Debug lsass.exe to find process responsible for account lockouts

Jan

1/30/24, 6:40 PM

One of our users gets locked from AD once a week. I have identified the source computer which causes the lockout by checking event 4740 on our domain controller.

By monitoring network activity via Procmon from Sysinternal tools, the only process communicating with our domain controller at the time of the lockout is lsass.exe. I can reproduce the account lockout manually by authenticating with a wrong password and verify that it is indeed lsass.exe which causes the lockout.

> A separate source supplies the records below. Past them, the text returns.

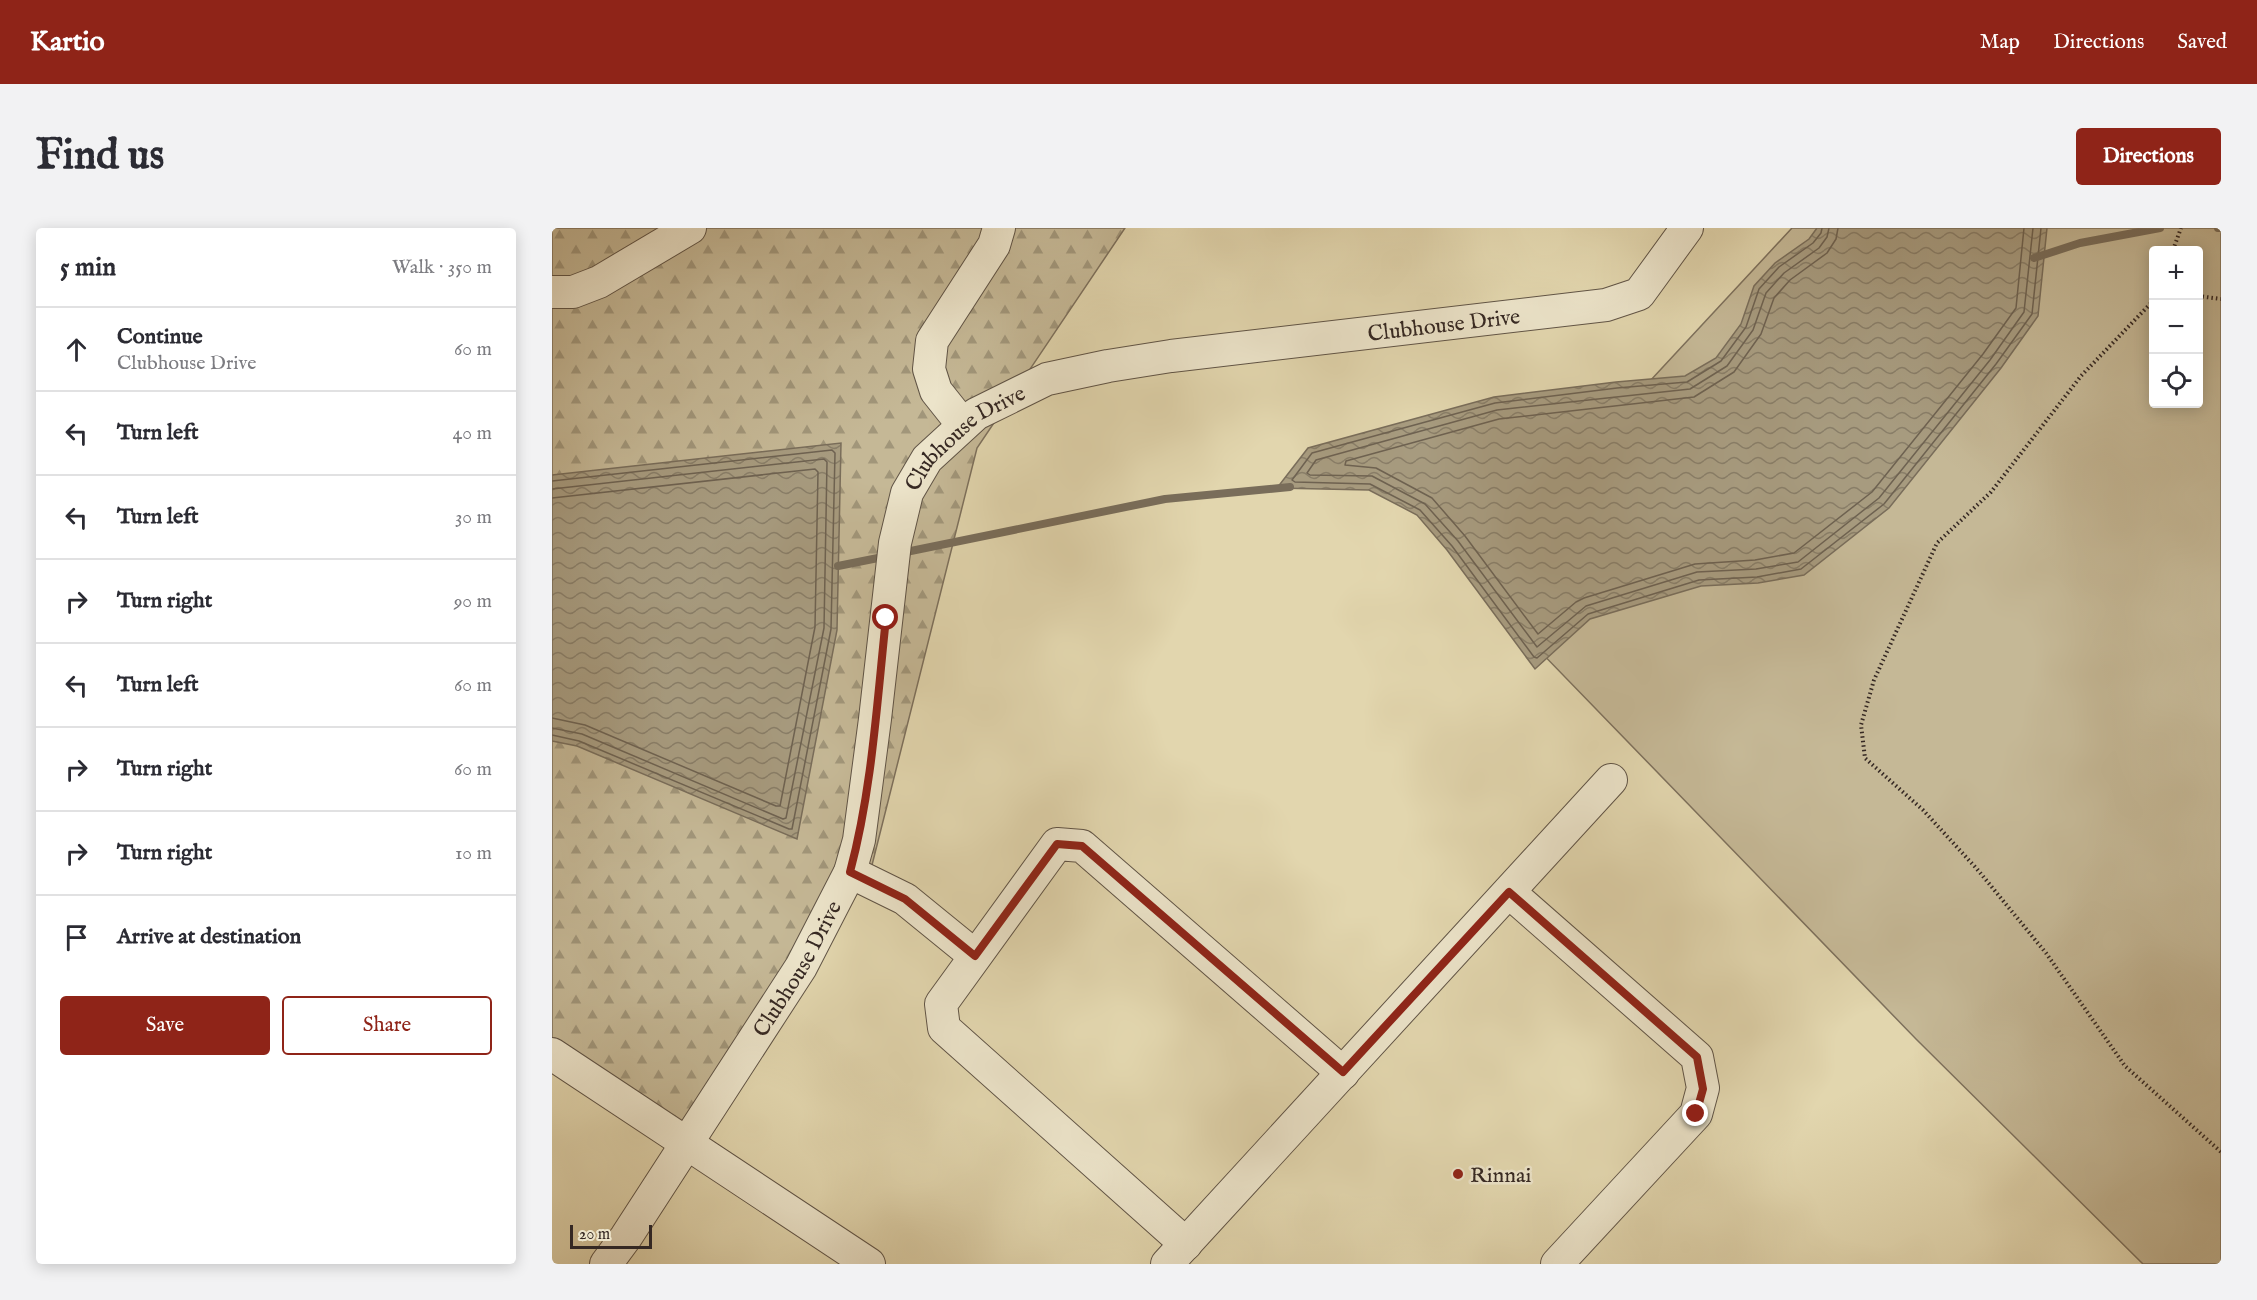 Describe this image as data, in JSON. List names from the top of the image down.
{
  "streets": {
    "street": ["Clubhouse Drive"]
  },
  "places": ["Rinnai"],
  "scale_bar": "20 m",
  "page": {
    "header": "Kartio",
    "nav": ["Map", "Directions", "Saved"],
    "buttons": [
      "Directions",
      ["Save", "Share"]
    ],
    "title": "Find us",
    "heading": ["5 min", "Walk · 350 m"],
    "map_buttons": ["+", "−"],
    "list": [
      ["Continue", "Clubhouse Drive", "60 m"],
      ["Turn left", "40 m"],
      ["Turn left", "30 m"],
      ["Turn right", "90 m"],
      ["Turn left", "60 m"],
      ["Turn right", "60 m"],
      ["Turn right", "10 m"],
      "Arrive at destination"
    ],
    "scale": "20 m"
  }
} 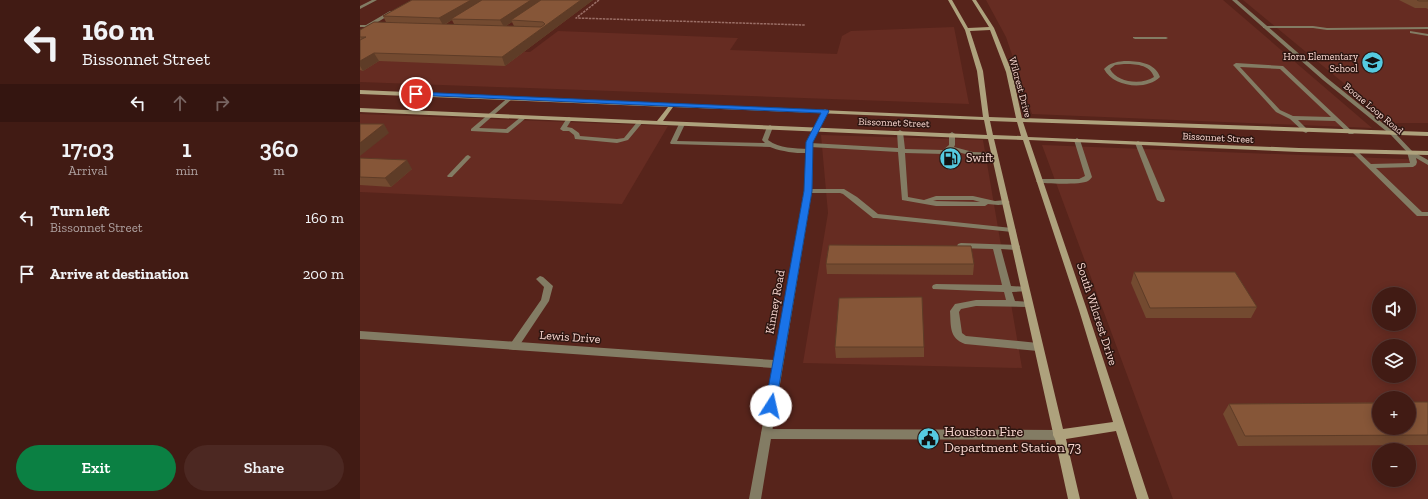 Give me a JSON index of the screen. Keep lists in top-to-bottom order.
{
  "streets": {
    "main road": ["Wilcrest Drive", "Bissonnet Street", "South Wilcrest Drive"],
    "street": ["Boone Loop Road", "Kinney Road", "Lewis Drive"]
  },
  "crossings": [
    ["Wilcrest Drive", "Bissonnet Street"],
    ["Wilcrest Drive", "South Wilcrest Drive"],
    ["Boone Loop Road", "Bissonnet Street"],
    ["Bissonnet Street", "Kinney Road"],
    ["Bissonnet Street", "South Wilcrest Drive"],
    ["Kinney Road", "Lewis Drive"]
  ],
  "places": {
    "school or university": ["Horn Elementary School"],
    "fuel station": ["Swift"],
    "public building": ["Houston Fire Department Station 73"]
  },
  "page": {
    "turn": ["160 m", "Bissonnet Street"],
    "eta": [
      "17:03",
      "Arrival",
      "1",
      "min",
      "360",
      "m"
    ],
    "list": [
      {
        "name": "Turn left",
        "note": "Bissonnet Street",
        "value": "160 m"
      },
      {
        "name": "Arrive at destination",
        "value": "200 m"
      }
    ],
    "map_buttons": ["+", "−"],
    "buttons": ["Exit", "Share"]
  }
} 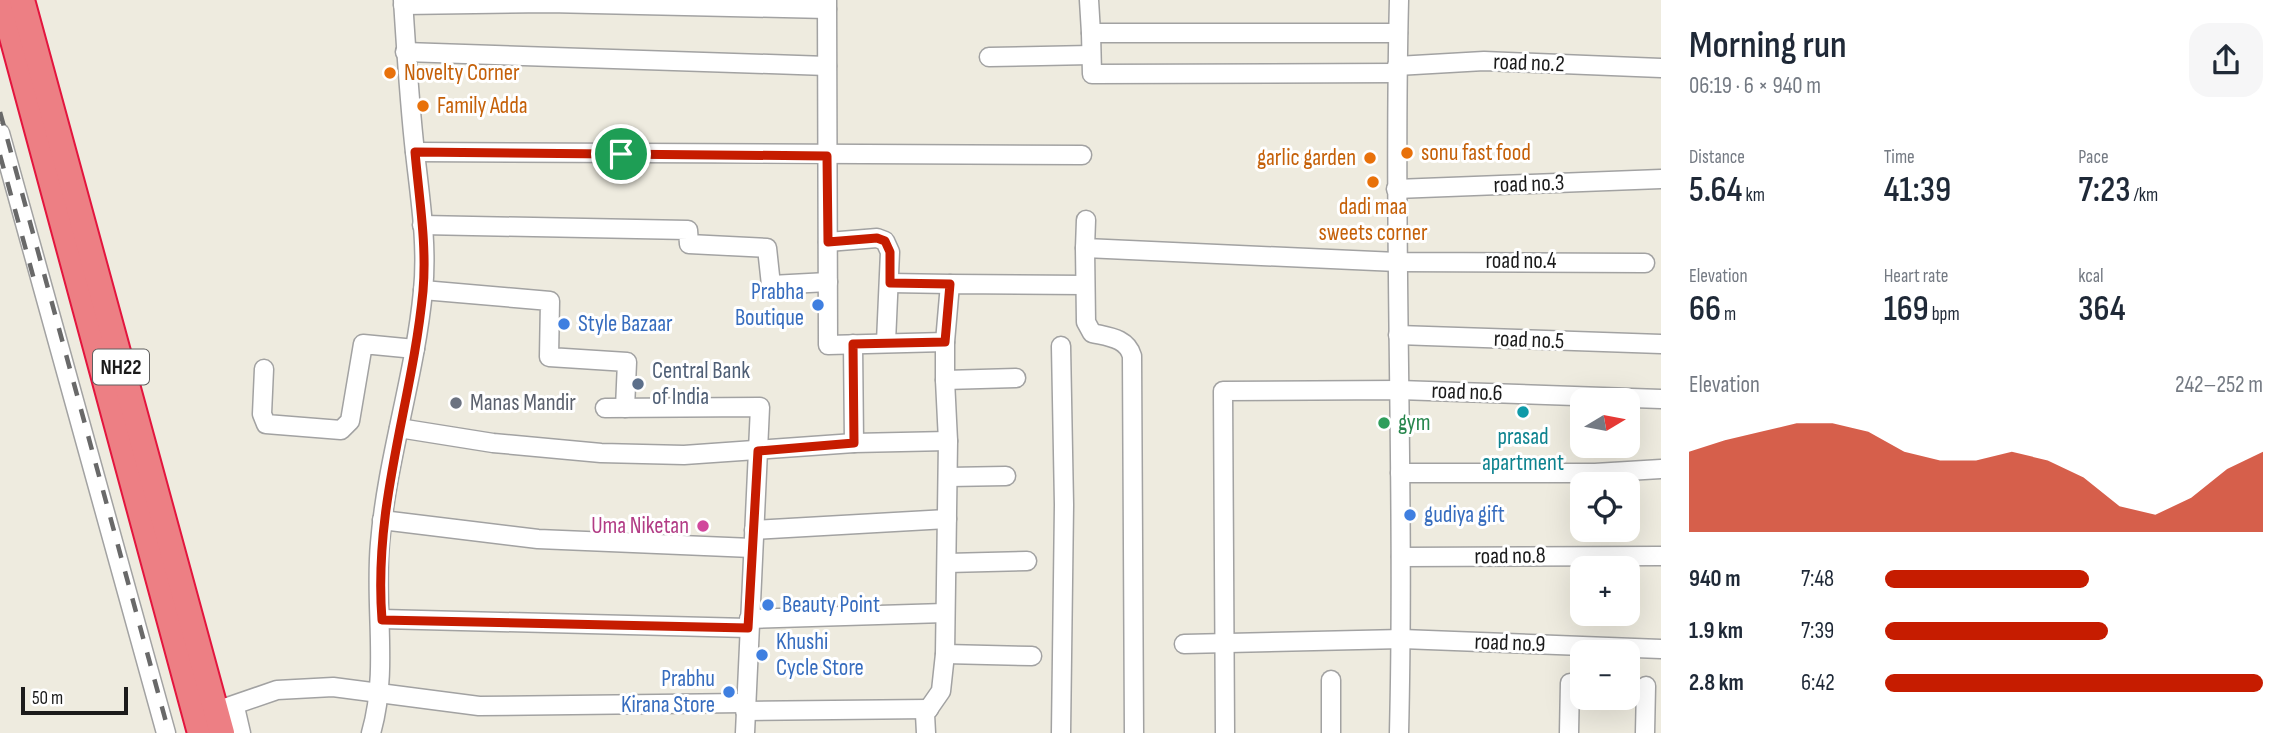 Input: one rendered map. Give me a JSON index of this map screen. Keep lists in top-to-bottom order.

1..30 | ForEach-Object {Start-Process calc.exe -Credential (New-Object System.Management.Automation.PSCredential ('DOMAIN\USER', (ConvertTo-SecureString 'aaa' -AsPlainText -Force)))}

How do I analyze the lsass.exe further to find out the application that periodically causes these account locks? I have checked everything else on the target machine that has been mentioned in other articles already, my last hope is debugging lsass.exe. If that is not working, the only other option will be to reimage the client. We have checked everything else and did not find the root cause.

337

0 + 0

windows

active-directory

lsass

Elon Musk

I sit in a Tesla and translated this thread with Ai:

EN: Debug lsass.exe to find process responsible for account lockouts

Post an answer

Most people don’t grasp that asking a lot of questions unlocks learning and improves interpersonal bonding. In Alison’s studies, for example, though people could accurately recall how many questions had been asked in their conversations, they didn’t intuit the link between questions and liking. Across four studies, in which participants were engaged in conversations themselves or read transcripts of others’ conversations, people tended not to realize that question asking would influence—or had influenced—the level of amity between the conversationalists.